===== THE DATA

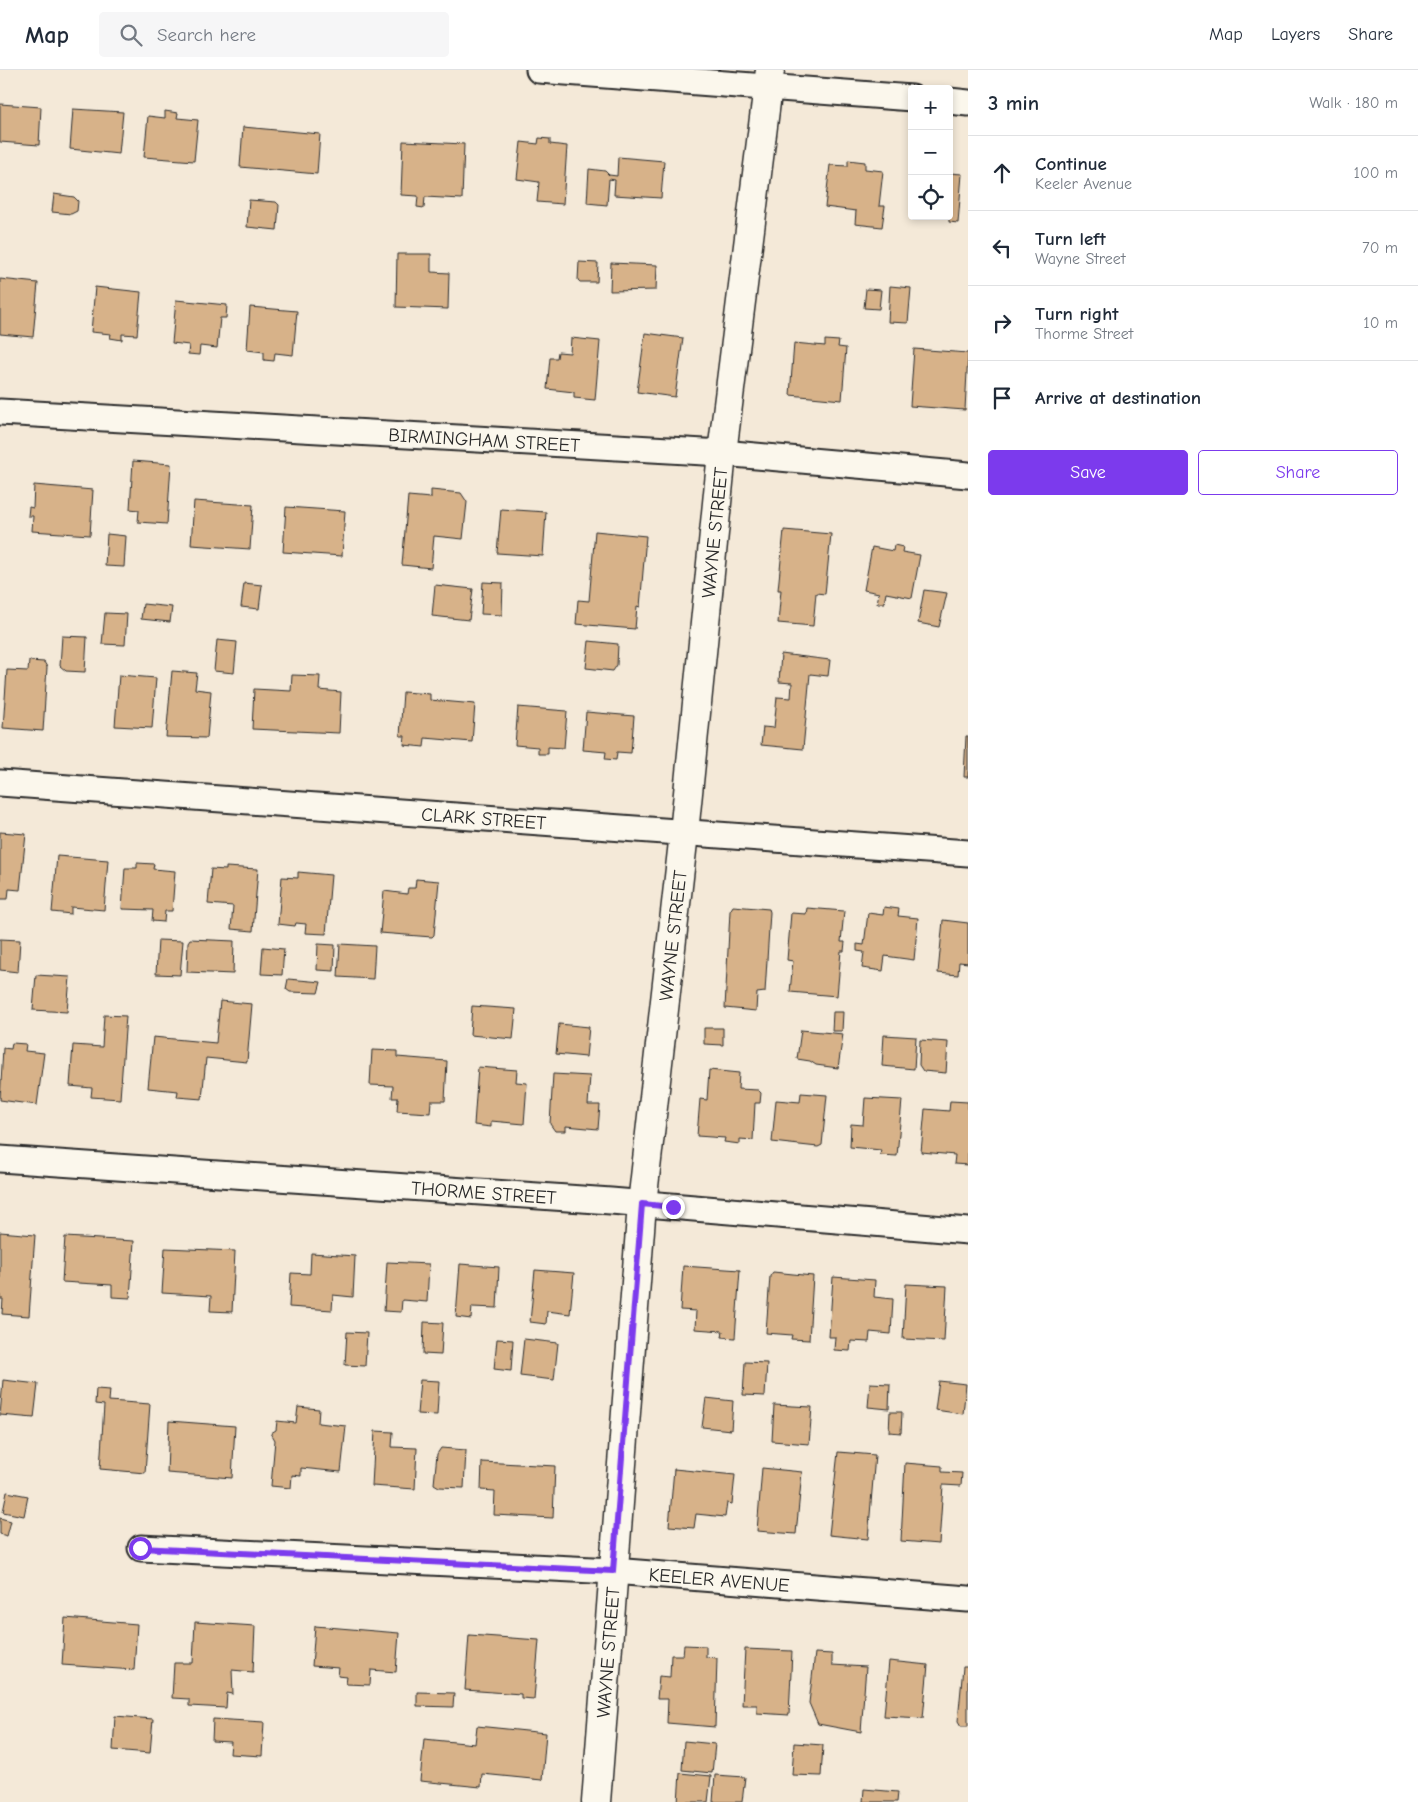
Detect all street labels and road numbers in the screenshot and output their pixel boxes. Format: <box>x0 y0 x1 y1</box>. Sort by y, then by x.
street label: BIRMINGHAM STREET <box>388 424 581 457</box>
street label: WAYNE STREET <box>698 466 733 599</box>
street label: CLARK STREET <box>420 803 547 834</box>
street label: WAYNE STREET <box>655 869 692 1002</box>
street label: THORME STREET <box>410 1177 557 1209</box>
street label: KEELER AVENUE <box>648 1564 790 1597</box>
street label: WAYNE STREET <box>592 1586 625 1719</box>

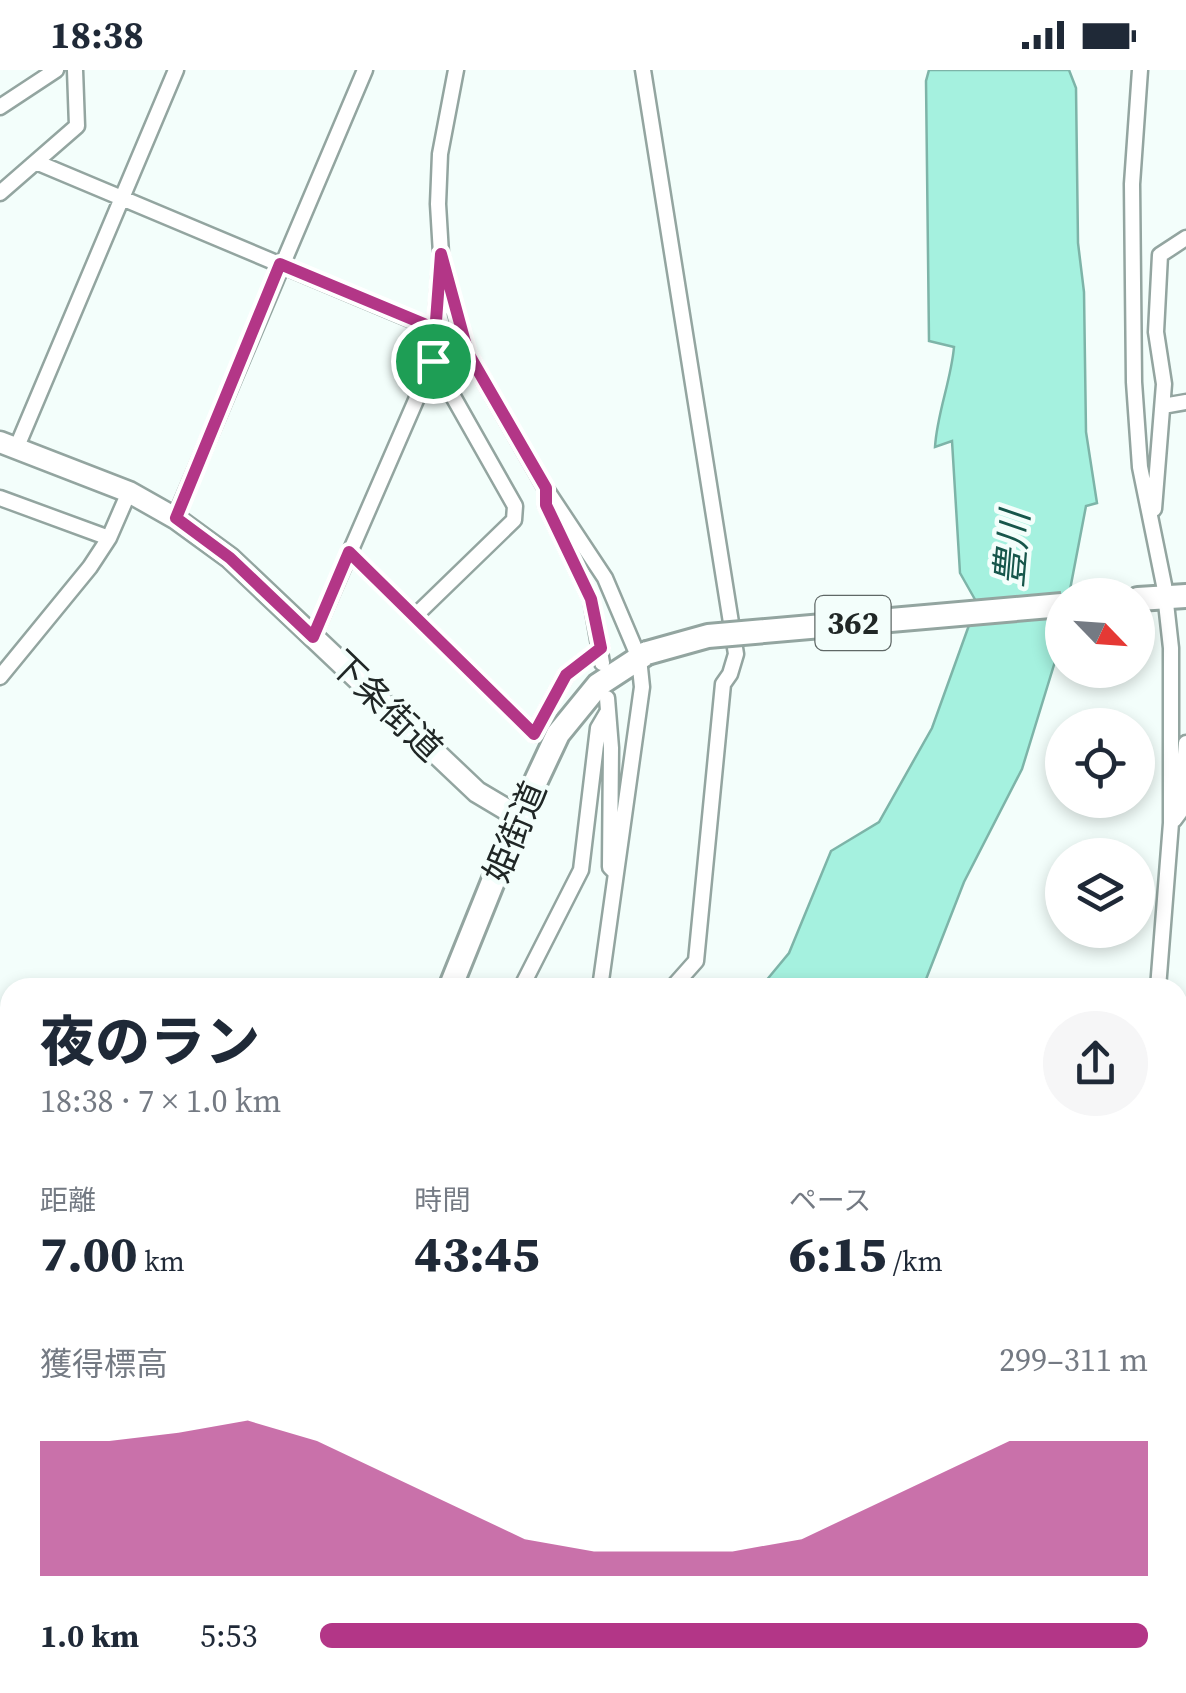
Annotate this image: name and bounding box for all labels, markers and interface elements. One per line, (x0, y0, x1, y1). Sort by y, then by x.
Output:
text: 18:38 (50, 9, 144, 61)
pin (391, 319, 476, 404)
icon: arrive (406, 334, 461, 389)
water label: 豊川 (983, 505, 1042, 589)
north arrow (1045, 578, 1155, 688)
map controls (1045, 578, 1155, 948)
road number: 362 (816, 596, 890, 650)
street label: 下条街道 (319, 640, 453, 772)
button: locate (1045, 708, 1155, 818)
street label: 姫街道 (472, 774, 558, 890)
button: layers (1045, 838, 1155, 948)
text: 夜のラン (40, 1004, 260, 1079)
button: share (1043, 1011, 1148, 1116)
text: 18:38 · 7 × 1.0 km (40, 1079, 281, 1123)
text: 距離 (40, 1181, 96, 1219)
text: 時間 (414, 1181, 470, 1219)
text: ペース (789, 1181, 871, 1219)
text: 7.00 (40, 1219, 138, 1288)
text: 43:45 (414, 1219, 540, 1288)
text: 6:15 (789, 1219, 886, 1288)
text: km (138, 1242, 185, 1280)
text: /km (886, 1242, 943, 1280)
text: 299–311 m (999, 1338, 1148, 1382)
text: 獲得標高 (40, 1342, 168, 1386)
text: 1.0 km (40, 1614, 139, 1658)
text: 5:53 (200, 1614, 258, 1658)

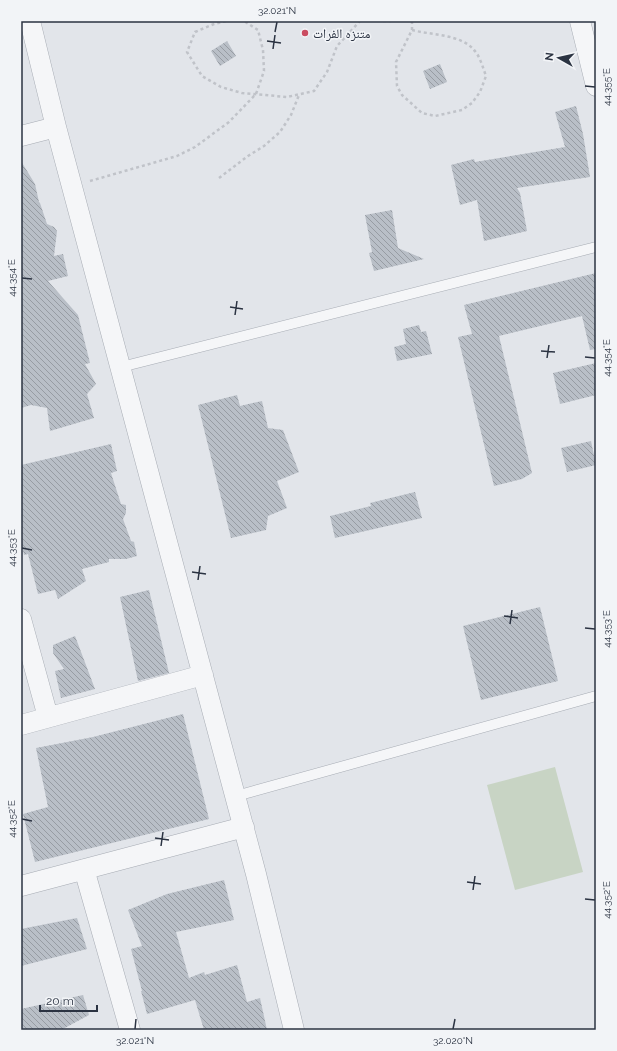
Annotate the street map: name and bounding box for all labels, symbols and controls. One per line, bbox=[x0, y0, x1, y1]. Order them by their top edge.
text: 32.021°N bbox=[258, 5, 296, 16]
place label: متنزه الفرات bbox=[313, 26, 371, 42]
marker: متنزه الفرات bbox=[300, 28, 310, 38]
north arrow bbox=[539, 38, 579, 78]
text: N bbox=[543, 52, 557, 62]
text: 44.355°E bbox=[601, 68, 612, 106]
text: 44.354°E bbox=[6, 259, 17, 297]
text: 44.354°E bbox=[601, 339, 612, 377]
text: 44.353°E bbox=[6, 529, 17, 567]
text: 44.353°E bbox=[601, 610, 612, 648]
text: 44.352°E bbox=[6, 800, 17, 838]
text: 44.352°E bbox=[601, 881, 612, 919]
scale bar bbox=[40, 987, 97, 1013]
text: 20 m bbox=[46, 994, 74, 1008]
text: 32.021°N bbox=[116, 1035, 154, 1046]
text: 32.020°N bbox=[433, 1035, 473, 1046]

==========

Give the records again exactly, minus the pictures.

WRITTEN ANSWER:
Detect all street labels and road numbers in the screenshot and output their pixel boxes. Format: <box>x0 y0 x1 y1</box>. Sort by y, then by x.
street label: BIRMINGHAM STREET <box>388 424 581 457</box>
street label: WAYNE STREET <box>698 466 733 599</box>
street label: CLARK STREET <box>420 803 547 834</box>
street label: WAYNE STREET <box>655 869 692 1002</box>
street label: THORME STREET <box>410 1177 557 1209</box>
street label: KEELER AVENUE <box>648 1564 790 1597</box>
street label: WAYNE STREET <box>592 1586 625 1719</box>

Annotate this image: name and bounding box for all labels, markers and interface elements. One per line, (x0, y0, x1, y1). Sort by y, then by x.
Output:
text: 18:38 (50, 9, 144, 61)
pin (391, 319, 476, 404)
icon: arrive (406, 334, 461, 389)
water label: 豊川 (983, 505, 1042, 589)
north arrow (1045, 578, 1155, 688)
map controls (1045, 578, 1155, 948)
road number: 362 (816, 596, 890, 650)
street label: 下条街道 (319, 640, 453, 772)
button: locate (1045, 708, 1155, 818)
street label: 姫街道 (472, 774, 558, 890)
button: layers (1045, 838, 1155, 948)
text: 夜のラン (40, 1004, 260, 1079)
button: share (1043, 1011, 1148, 1116)
text: 18:38 · 7 × 1.0 km (40, 1079, 281, 1123)
text: 距離 (40, 1181, 96, 1219)
text: 時間 (414, 1181, 470, 1219)
text: ペース (789, 1181, 871, 1219)
text: 7.00 (40, 1219, 138, 1288)
text: 43:45 (414, 1219, 540, 1288)
text: 6:15 (789, 1219, 886, 1288)
text: km (138, 1242, 185, 1280)
text: /km (886, 1242, 943, 1280)
text: 299–311 m (999, 1338, 1148, 1382)
text: 獲得標高 (40, 1342, 168, 1386)
text: 1.0 km (40, 1614, 139, 1658)
text: 5:53 (200, 1614, 258, 1658)

Annotate the street map: name and bounding box for all labels, symbols and controls. One per line, bbox=[x0, y0, x1, y1]. Order them by their top edge.
text: 32.021°N bbox=[258, 5, 296, 16]
place label: متنزه الفرات bbox=[313, 26, 371, 42]
marker: متنزه الفرات bbox=[300, 28, 310, 38]
north arrow bbox=[539, 38, 579, 78]
text: N bbox=[543, 52, 557, 62]
text: 44.355°E bbox=[601, 68, 612, 106]
text: 44.354°E bbox=[6, 259, 17, 297]
text: 44.354°E bbox=[601, 339, 612, 377]
text: 44.353°E bbox=[6, 529, 17, 567]
text: 44.353°E bbox=[601, 610, 612, 648]
text: 44.352°E bbox=[6, 800, 17, 838]
text: 44.352°E bbox=[601, 881, 612, 919]
scale bar bbox=[40, 987, 97, 1013]
text: 20 m bbox=[46, 994, 74, 1008]
text: 32.021°N bbox=[116, 1035, 154, 1046]
text: 32.020°N bbox=[433, 1035, 473, 1046]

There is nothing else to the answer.